Is this a complete dumb choice I’m making?
Any advice from people that worked in corporate and took a step back to recalibrate their career without their skills getting dulled out.?
I’m so tired of feeling out of place. I’m 27, single, and it feels like I’ve taken 20 steps back into high school and feel like I’m forcing myself to fit in spaces I don’t fit in.

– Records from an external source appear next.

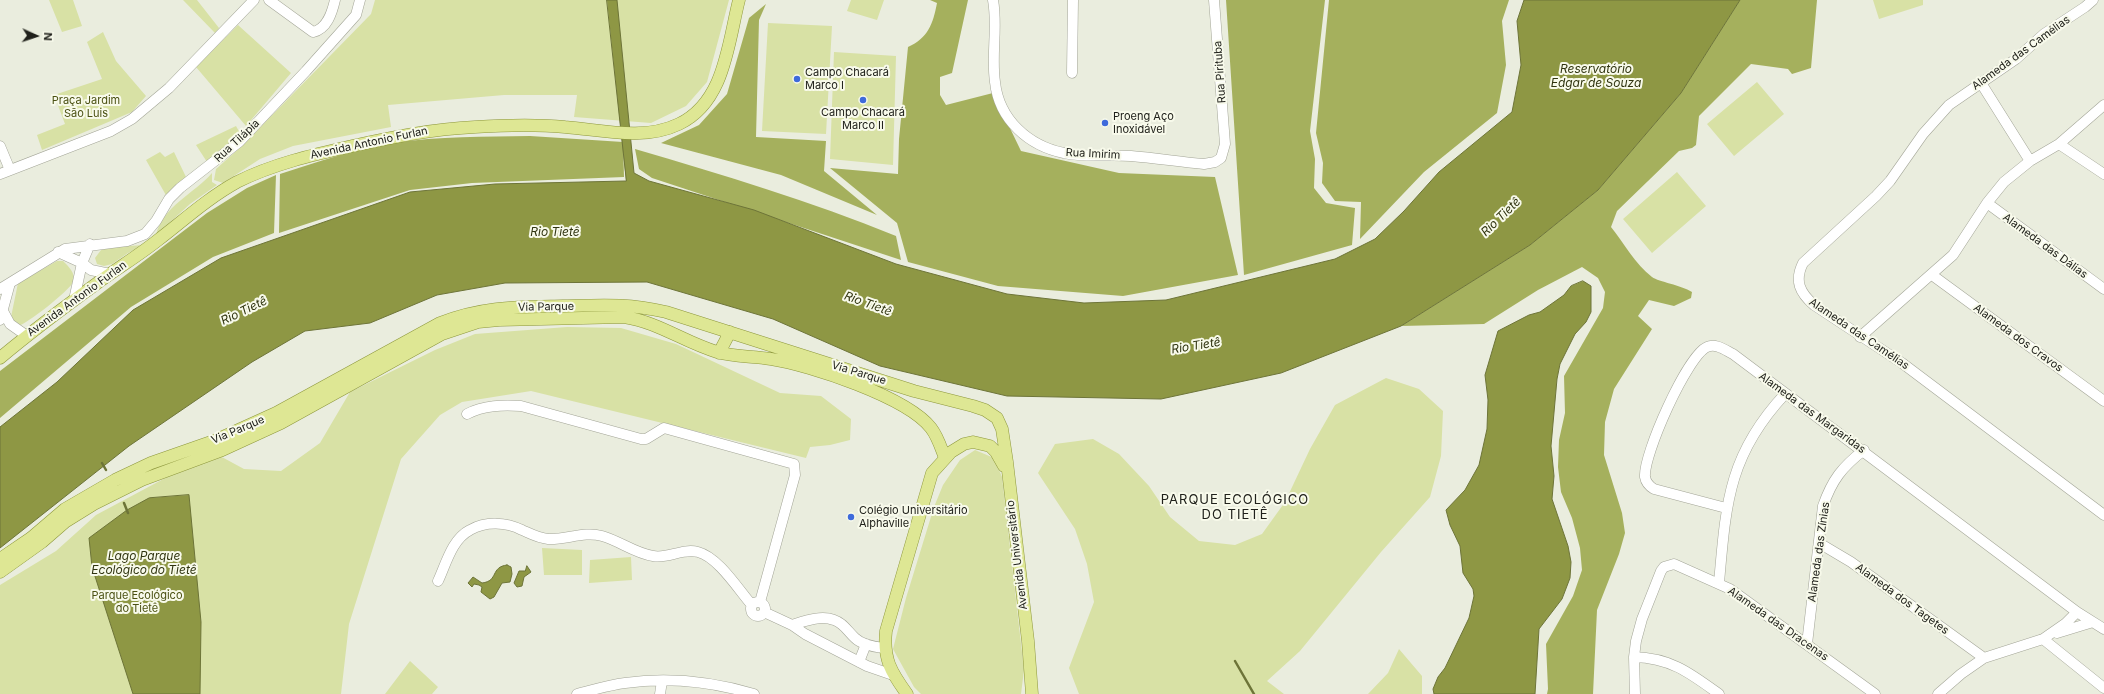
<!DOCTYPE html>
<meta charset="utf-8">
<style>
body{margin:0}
#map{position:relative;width:2104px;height:694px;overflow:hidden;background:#eaedde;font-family:Inter,sans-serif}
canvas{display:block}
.north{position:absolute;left:16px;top:16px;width:40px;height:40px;-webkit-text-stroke:3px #f8faeb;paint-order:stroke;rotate:93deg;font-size:11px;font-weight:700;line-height:16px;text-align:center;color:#20211b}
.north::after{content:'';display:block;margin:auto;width:14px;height:18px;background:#20211b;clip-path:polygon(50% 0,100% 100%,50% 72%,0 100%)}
</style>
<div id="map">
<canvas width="2104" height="694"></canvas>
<div class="north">N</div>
</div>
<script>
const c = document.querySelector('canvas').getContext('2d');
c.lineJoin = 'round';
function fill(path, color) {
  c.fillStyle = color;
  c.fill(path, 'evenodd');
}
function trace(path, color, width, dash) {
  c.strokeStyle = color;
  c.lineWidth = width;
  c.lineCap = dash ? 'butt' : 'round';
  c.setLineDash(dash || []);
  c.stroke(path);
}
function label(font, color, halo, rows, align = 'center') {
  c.font = font + ' Inter,sans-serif';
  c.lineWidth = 4;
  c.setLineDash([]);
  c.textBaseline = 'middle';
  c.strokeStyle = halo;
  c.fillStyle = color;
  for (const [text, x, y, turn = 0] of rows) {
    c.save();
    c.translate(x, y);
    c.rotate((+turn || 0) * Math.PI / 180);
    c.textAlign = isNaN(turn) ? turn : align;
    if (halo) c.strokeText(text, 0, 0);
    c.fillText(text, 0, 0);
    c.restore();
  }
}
fill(new Path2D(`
 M49,0H73L82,26L62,32Z
 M183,0H197L219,28L215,33Z
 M375,0H729L707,82L686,106L651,123L574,117L577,95H504L388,105L391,127L293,146L260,159L223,183L214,180L216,169L243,145L371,14Z
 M851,0H884L877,20L847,11Z
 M1873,0H1923V5L1879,19Z
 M768,23L832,26L826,134L762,131Z
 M238,25L291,73L246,126L196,67Z
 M103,32L116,61L146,96L132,112L42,150L37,135L65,124L54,95L102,79L87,42Z
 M834,52L896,56L893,165L830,159Z
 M1757,82L1784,114L1734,156L1707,124Z
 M236,126L241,135L207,162L196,145Z
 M160,152L165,157L174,152L186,177L167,197L146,160Z
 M1677,172L1706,206L1652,253L1623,219Z
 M212,173V182L217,185L190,204L156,235C162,207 195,193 212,173Z
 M145,245L128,253L112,264L104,266L97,264L95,258L101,250L111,247Z
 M57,261H63C69,267 76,273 73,282C69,291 27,324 18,326L11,317L18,283Z
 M567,327L621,328L676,344L780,393L821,396L851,419L850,440L830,445L810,447L806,458L531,391L462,402L440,415L401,459L349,624L341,694H0V585L56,551L96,515L169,476L220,456L244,469L281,471L320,443L350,392L435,350L475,334Z
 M1386,378L1419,389L1443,411L1441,456L1430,497L1381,552L1300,651L1267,681L1284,694H1079L1069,668L1094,602L1087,564L1075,529L1038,473L1055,444L1093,439L1119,454L1149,486L1170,517L1199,541L1235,545L1262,534L1285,502L1310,449L1335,405Z
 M975,450L994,458L1002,477L1024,670L1021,694H921L914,687L893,649L906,598L934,507L943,485L960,460Z
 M542,548L582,550V575H544Z
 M631,557L632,580L589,583L590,560Z
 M1399,649L1422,676V694H1368L1388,673Z
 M410,661L438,687L432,694H385Z`), '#d8e1a5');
fill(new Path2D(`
 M930,0H968L952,73L940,77V95L946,105L993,93L1021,151L1119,173L1215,177L1238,275L1123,296L998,286L908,262L897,223L830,168L898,174L899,139L908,47C928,38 933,24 937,3Z
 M1226,0H1325L1310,131L1315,159L1314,188L1326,203L1355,208L1352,245L1244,275Z
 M1329,0H1509L1502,21L1506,65L1497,113L1424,172L1360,239L1361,202L1335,201L1322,183L1323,163L1316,133Z
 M1740,0H1817L1811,68L1792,74L1788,69L1751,64L1699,116L1696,145L1692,148L1679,151L1617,211L1611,227C1624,243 1635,264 1652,277C1659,282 1681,285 1692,292L1691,298L1674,306L1649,300L1638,316L1652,329L1614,389L1605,422L1604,455L1622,513L1625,533L1619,554L1597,610L1593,694H1547L1548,689L1546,644L1573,596L1582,570L1580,548L1572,518L1561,492L1558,467L1559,440L1565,413L1564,376L1603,308L1605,292L1598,278L1582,267L1538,290L1484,324L1401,326L1530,245L1598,190L1681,93Z
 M766,4L759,20L756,137L826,141L824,171L877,215L781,175L661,143L699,125L727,94L749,18Z
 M530,136L623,142L624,177L472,183L410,190L279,233L280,174C317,162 355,149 394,143C439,136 485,137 530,136Z
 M635,149C724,175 810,201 896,236L901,260L652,178L639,169Z
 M276,175L274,233L213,257L131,307L0,418V371L207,213L247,188Z`), '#a5b05d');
const water = new Path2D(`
 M607,0H617L634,173L649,181L754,210L896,264L1007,294L1084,303L1166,300L1335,259L1375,239L1404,211L1439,172L1512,112L1521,65L1517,21L1524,0H1740L1681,93L1598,190L1530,245L1401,326L1281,373L1161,399L1007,396L880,366L773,319L647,282L505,283L437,295L370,323L305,331L252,362L129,446L0,548V427L57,382L133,310L221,258L410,192L495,184L626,181Z
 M1583,281L1591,286V312L1586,322L1575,334L1560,364L1557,379L1551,446L1554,476L1552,499L1568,546L1571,562L1570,578L1562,599L1539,629L1535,694H1434L1433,689L1438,677L1445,668L1469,618L1474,596L1473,589L1463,573L1460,546L1450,525L1446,510L1465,490L1479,465L1487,429L1488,400L1485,375L1498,331L1529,315L1540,312L1564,295L1571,286Z
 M189,495L201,622L200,694H133L92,567L89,538L127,510L149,498Z
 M507,565L511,567L512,574L510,582L502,583L494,597L490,599L481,592L482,587L479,585L474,584L472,587L468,583L473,577L482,583C499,581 490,567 507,565Z
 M527,566L531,572L524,577L522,586L517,587L514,583L519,571H525Z`);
fill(water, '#8e9744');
trace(water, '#6d7438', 1);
trace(new Path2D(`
 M102,463L106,470
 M124,503L128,513
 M1235,661L1254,694`), '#6d7438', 2.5);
const minor = new Path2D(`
 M269,0L313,32C327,29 332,13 335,0
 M993,0C998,27 991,55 995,82C999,120 1029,146 1064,153C1086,158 1109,154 1131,156C1156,158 1180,162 1204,164L1215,162L1221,158L1225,144L1214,0
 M2093,0L2085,7L2044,34L2016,59L1949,105L1923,134L1890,181L1876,196L1803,263C1794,281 1800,293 1814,305L1902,363L2104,515
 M1072,73L1073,0
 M1981,83L2030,161
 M2059,144L2104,174
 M0,146L10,170
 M0,174L111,131L132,119L169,88L254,0
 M1987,203L2104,289
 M90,244L82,263L91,270L110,274
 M58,252L82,263L74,300
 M1932,275L2104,401
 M0,289L65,249L127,241L145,234L156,221L169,199L180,188L239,142L306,71L356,15L360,0
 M3,311L10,324L27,336
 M0,320L10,283
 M1860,337L1953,255L1987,203L2004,182L2030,161L2059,144L2104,105
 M467,414C484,405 503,405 521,406L641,439H646L664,428L794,464L795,475L760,602
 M1726,508L1654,489C1649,486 1646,483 1645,477C1643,455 1687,356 1707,347C1716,343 1725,350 1733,354L2077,612L2104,629
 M1819,543L1851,562L1984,658
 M438,581C446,564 452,539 470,530C486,521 506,522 522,530C531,534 538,538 548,539C566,540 584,531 602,536C620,541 634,553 653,556C668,559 682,548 698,552C718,557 738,589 751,604
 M1719,583C1726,504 1728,455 1785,394
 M751 609a7 7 0 1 1 14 0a7 7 0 1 1-14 0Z
 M764,612L792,625L805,634L867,666L893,675
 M792,625C805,621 821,615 834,620C844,623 848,632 855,638C862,645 875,647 884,648
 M2057,633L2093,622
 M2043,639L2104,688
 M1807,644L1823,506C1832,480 1842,467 1864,450
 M1634,657C1671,658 1690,673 1719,694
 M859,662L866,644
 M577,694C593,690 609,685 625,683C667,677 713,682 754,694
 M660,694L662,681
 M1635,694L1634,657L1636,641L1642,619L1661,571L1664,567L1674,564L1730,589L1875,694
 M1938,694L1961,674L1984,658L2043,639L2066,623L2077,612`);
const major = new Path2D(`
 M719,353L730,332
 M0,358C31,332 63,308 96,284C116,269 138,256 158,240C184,220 208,198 237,182C273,164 312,155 352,146C393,137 433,129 475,127C504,125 536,124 565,127C602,130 644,141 679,124C725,102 728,43 739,0
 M0,559L31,538L65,509L115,480L151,463L214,441L276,413L440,323C483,306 518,307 563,306C602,305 627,303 666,312L914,391L973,406L985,410L997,418L1002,429L1007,462L1028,641L1032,694
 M0,572L42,542L65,522L94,504L142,480L220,451L281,423L442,334L478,322L499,320L624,317C658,322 684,342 717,352C734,357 753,356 771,359C810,365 907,397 931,428C938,437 941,448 945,458
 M907,694C891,672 883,659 886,631L932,473L951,452L964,444L973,442L990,446L996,452L1004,466`);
trace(minor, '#a3a597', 11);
trace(major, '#8d973c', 13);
trace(minor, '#fff', 10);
trace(major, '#dee794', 12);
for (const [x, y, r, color] of [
 [797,79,4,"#3e6adb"],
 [863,100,4,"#3e6adb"],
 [1105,123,4,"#3e6adb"],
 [851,517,4,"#3e6adb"]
]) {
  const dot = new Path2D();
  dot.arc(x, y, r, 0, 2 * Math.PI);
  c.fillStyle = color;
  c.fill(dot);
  trace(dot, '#f8faeb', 1.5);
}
label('11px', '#20211b', '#f8faeb', [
 ["Alameda das Camélias",2021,53,-36],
 ["Rua Pirituba",1220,72,-94],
 ["Rua Tilápia",237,141,-43],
 ["Avenida Antonio Furlan",369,143,-12],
 ["Rua Imirim",1093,154,3],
 ["Alameda das Dálias",2045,246,36],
 ["Avenida Antonio Furlan",77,299,-36],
 ["Via Parque",546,307,-1],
 ["Alameda das Camélias",1859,334,34],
 ["Alameda dos Cravos",2018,338,36],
 ["Via Parque",859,373,17],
 ["Alameda das Margaridas",1812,413,36],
 ["Via Parque",238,430,-23],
 ["Alameda das Zínias",1819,552,-82],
 ["Avenida Universitário",1017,555,-97],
 ["Alameda dos Tagetes",1902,599,36],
 ["Alameda das Dracenas",1778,624,35]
]);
label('11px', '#20211b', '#f8faeb', [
 ["Campo Chacará",805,73],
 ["Marco I",805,86],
 ["Campo Chacará",863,113,"center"],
 ["Marco II",863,126,"center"],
 ["Proeng Aço",1113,117],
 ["Inoxidável",1113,130],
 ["Colégio Universitário",859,511],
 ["Alphaville",859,524]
], 'left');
label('11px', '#4b5113', '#f8faeb', [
 ["Praça Jardim",86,101],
 ["São Luis",86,114],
 ["Parque Ecológico",137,596],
 ["do Tietê",137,609]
]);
label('italic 12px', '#303410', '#f8faeb', [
 ["Reservatório",1596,69],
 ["Edgar de Souza",1596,83],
 ["Rio Tietê",1501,217,-44],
 ["Rio Tietê",555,232],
 ["Rio Tietê",868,304,20],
 ["Rio Tietê",244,311,-26],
 ["Rio Tietê",1196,346,-9],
 ["Lago Parque",144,556],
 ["Ecológico do Tietê",144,570]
]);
c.letterSpacing = '1px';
label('13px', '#20211b', '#f8faeb', [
 ["PARQUE ECOLÓGICO",1235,500],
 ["DO TIETÊ",1235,515]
]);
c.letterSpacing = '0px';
</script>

Long story short, I went from being a high performer in uni and in my last role as a business analyst. I worked in tech in the financial services space for about 3 years and then was let go as a result of our department restructuring and my manager leaving the firm….typical corporate stuff. My resume is great from what I’ve been told. I don’t connect with recruiters because they always spam message roles that they wanna fill that have nothing to do with my qualifications. The main issue I run into is hearing back from companies when I submit an application. The likelihood I’ll get ghosted after interviewing is high so that’s been a huge barrier for me that it feels pointless to waste the time to apply at companies and so therefore, I’ve taken this server role to take care of bills.
How can I go about making sure I don’t lose my experience or not allowing my soft skills to get dull as a result of them not being in use? I feel like my mental health is severely declining as a result of this server role because the kitchen culture very much seems like we’re all in middle school and immature. I’m a minority and look Hispanic but I’m not Hispanic and therefore the only way people can try and connect with me is my stereotypically profiling me as Hispanic. This role is just temporary but this is affecting me when I have to deal with my coworkers. It’s the kind of environment where you’re micromanaged and minorities are “managed out” by pointing out performance mistakes daily.
Any advice from anyone that’s been in a similar position of taking 20 steps back to relaunch? Apologies if the post is all over the place.
How can I maintain my self-confidence by dealing with constant blows? How can I learn to maneuver these tactics that management tries to pull on me without gaslighting myself?
tl;dr Is this a complete dumb choice I’m making? I’ve working in tech/financial services for 5 years but got laid off and moved back home, lost my social skills, took a server position to get back into shape and try to make a comeback.